══ Entries provided

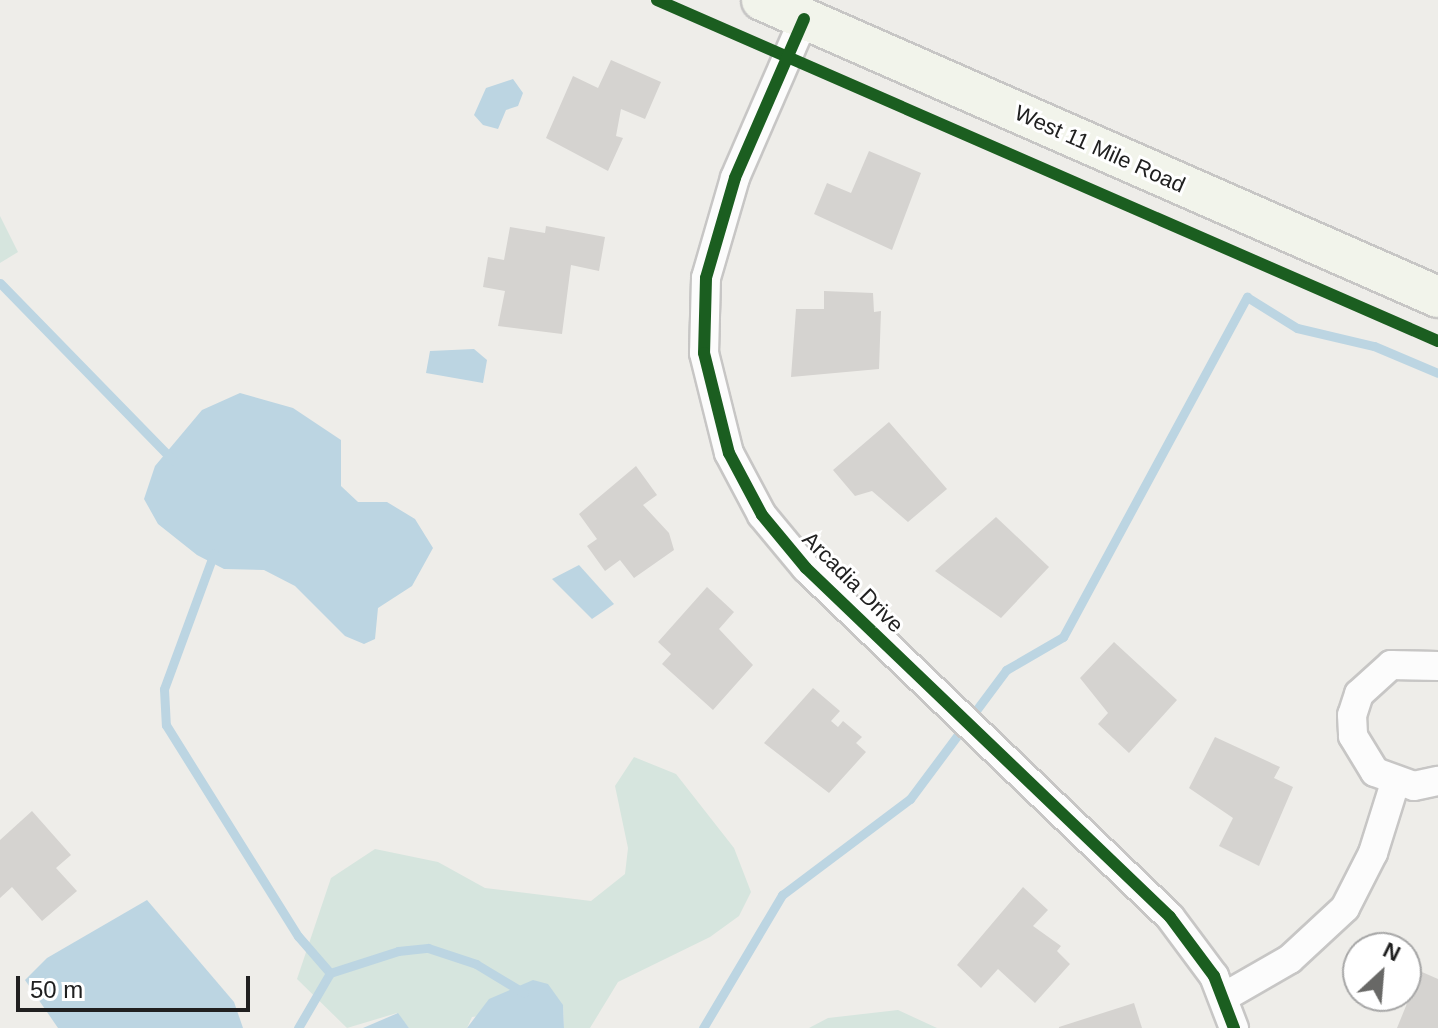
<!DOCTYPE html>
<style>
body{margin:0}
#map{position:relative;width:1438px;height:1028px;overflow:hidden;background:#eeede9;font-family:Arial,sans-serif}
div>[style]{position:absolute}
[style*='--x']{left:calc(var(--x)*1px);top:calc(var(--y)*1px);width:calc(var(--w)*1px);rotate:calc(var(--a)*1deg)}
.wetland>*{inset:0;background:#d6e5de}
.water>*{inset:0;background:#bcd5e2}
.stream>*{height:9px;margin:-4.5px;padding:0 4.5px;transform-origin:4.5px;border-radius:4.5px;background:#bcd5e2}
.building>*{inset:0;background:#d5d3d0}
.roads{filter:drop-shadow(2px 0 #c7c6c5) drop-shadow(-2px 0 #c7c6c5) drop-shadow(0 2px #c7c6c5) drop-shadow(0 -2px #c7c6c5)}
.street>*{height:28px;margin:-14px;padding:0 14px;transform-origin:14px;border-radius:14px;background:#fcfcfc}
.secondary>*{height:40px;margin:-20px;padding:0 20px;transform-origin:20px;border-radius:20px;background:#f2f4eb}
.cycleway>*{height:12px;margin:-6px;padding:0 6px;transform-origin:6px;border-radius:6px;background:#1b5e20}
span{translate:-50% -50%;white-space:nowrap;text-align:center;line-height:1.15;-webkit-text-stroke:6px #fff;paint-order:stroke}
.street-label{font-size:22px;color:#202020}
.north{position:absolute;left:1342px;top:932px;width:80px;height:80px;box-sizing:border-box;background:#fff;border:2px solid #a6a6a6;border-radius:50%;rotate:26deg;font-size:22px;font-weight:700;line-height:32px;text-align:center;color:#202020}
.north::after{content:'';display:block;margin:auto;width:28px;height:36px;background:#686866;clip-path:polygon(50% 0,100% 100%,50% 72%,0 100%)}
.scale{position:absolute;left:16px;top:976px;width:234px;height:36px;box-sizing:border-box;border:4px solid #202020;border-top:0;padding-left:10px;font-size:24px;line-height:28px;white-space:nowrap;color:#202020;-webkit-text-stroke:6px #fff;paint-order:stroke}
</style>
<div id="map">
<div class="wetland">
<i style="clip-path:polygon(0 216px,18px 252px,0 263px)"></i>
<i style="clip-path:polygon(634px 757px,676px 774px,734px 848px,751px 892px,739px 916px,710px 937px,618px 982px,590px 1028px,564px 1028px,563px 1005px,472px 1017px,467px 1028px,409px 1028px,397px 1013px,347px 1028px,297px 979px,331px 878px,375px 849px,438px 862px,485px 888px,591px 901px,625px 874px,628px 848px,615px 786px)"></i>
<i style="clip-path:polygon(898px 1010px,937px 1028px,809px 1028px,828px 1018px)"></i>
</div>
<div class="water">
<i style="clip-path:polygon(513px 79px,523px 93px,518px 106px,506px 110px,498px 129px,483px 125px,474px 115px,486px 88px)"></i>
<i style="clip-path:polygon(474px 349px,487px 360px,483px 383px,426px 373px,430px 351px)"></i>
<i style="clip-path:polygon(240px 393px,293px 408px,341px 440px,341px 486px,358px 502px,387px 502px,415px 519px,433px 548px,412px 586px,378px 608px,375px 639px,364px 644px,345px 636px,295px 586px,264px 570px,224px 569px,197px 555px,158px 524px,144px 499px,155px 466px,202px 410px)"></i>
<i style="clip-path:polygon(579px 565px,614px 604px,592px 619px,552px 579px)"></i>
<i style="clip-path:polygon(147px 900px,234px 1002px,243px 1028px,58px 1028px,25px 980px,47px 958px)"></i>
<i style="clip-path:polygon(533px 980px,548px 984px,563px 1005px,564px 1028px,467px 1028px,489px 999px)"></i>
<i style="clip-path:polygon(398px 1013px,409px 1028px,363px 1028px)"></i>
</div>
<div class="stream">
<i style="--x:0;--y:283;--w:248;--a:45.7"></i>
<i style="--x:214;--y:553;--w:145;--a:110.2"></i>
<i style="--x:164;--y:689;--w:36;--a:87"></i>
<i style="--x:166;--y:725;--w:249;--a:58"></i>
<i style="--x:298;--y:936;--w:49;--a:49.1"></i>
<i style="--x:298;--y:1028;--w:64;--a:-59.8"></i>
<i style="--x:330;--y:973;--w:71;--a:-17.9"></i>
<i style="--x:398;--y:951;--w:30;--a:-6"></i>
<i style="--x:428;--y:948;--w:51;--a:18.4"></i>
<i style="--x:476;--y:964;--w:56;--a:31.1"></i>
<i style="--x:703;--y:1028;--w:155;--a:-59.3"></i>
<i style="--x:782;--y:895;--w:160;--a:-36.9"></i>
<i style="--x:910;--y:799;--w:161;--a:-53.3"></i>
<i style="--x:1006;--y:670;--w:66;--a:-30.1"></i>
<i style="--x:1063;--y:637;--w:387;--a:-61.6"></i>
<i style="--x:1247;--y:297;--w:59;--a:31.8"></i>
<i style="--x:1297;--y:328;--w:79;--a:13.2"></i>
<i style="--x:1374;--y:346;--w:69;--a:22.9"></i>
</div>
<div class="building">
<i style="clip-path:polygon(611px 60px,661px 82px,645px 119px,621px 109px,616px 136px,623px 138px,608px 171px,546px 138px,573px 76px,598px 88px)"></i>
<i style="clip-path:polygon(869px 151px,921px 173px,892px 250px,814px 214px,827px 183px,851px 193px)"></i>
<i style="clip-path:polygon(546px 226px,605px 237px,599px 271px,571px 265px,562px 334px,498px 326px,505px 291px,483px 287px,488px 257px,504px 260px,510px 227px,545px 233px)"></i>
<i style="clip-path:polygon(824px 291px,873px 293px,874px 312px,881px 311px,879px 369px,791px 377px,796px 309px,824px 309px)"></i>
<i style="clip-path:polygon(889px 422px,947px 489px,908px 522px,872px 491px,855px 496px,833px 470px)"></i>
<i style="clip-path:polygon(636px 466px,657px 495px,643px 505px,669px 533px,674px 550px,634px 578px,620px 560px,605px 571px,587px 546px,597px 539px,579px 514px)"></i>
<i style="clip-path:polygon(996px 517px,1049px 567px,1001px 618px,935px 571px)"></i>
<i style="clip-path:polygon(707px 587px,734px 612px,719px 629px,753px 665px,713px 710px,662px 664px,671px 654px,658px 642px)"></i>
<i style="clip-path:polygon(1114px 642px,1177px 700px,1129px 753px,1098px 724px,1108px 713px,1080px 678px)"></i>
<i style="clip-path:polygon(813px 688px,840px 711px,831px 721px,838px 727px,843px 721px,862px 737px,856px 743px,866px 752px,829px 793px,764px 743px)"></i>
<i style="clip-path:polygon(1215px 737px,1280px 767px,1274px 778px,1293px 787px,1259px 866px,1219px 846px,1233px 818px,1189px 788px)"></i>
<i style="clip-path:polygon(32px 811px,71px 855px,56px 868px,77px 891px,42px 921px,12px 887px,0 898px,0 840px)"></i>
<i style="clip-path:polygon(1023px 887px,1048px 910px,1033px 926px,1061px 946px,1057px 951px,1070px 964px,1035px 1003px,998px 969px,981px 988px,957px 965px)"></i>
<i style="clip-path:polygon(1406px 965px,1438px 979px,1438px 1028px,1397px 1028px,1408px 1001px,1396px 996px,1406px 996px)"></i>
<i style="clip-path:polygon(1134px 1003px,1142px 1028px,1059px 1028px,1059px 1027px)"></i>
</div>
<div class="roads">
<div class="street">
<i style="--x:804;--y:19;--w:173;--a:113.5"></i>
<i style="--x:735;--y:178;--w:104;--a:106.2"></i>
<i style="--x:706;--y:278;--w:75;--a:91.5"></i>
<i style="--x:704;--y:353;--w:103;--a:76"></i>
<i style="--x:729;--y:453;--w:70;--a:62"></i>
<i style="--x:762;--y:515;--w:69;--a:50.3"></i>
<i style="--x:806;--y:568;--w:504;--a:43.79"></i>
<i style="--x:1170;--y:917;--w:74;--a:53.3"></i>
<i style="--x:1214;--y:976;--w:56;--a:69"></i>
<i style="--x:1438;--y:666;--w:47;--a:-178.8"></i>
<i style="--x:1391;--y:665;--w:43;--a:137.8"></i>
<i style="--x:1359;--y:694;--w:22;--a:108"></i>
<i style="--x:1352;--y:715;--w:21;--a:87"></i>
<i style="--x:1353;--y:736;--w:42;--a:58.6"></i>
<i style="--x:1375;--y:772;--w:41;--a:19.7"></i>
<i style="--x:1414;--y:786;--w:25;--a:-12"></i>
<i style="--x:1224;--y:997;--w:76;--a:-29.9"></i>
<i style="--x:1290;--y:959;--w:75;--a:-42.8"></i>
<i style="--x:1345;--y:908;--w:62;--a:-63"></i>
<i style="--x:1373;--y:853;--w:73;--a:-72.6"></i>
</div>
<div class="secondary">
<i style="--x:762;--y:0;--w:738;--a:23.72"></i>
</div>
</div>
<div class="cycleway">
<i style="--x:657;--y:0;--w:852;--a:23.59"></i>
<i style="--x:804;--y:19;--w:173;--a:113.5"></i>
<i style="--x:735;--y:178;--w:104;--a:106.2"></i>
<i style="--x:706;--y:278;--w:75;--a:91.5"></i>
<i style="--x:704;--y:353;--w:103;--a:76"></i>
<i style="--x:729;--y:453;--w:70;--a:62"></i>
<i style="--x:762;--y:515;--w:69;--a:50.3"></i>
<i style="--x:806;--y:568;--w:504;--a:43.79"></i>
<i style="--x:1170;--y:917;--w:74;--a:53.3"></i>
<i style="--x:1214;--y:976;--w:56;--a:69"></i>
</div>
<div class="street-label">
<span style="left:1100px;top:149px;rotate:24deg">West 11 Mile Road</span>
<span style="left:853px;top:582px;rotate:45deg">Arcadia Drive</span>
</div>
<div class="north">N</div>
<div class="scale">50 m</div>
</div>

════

● Exercise details
Find each line in the records above that contains "stream", and copy it.

● Response
.stream>*{height:9px;margin:-4.5px;padding:0 4.5px;transform-origin:4.5px;border-radius:4.5px;background:#bcd5e2}
<div class="stream">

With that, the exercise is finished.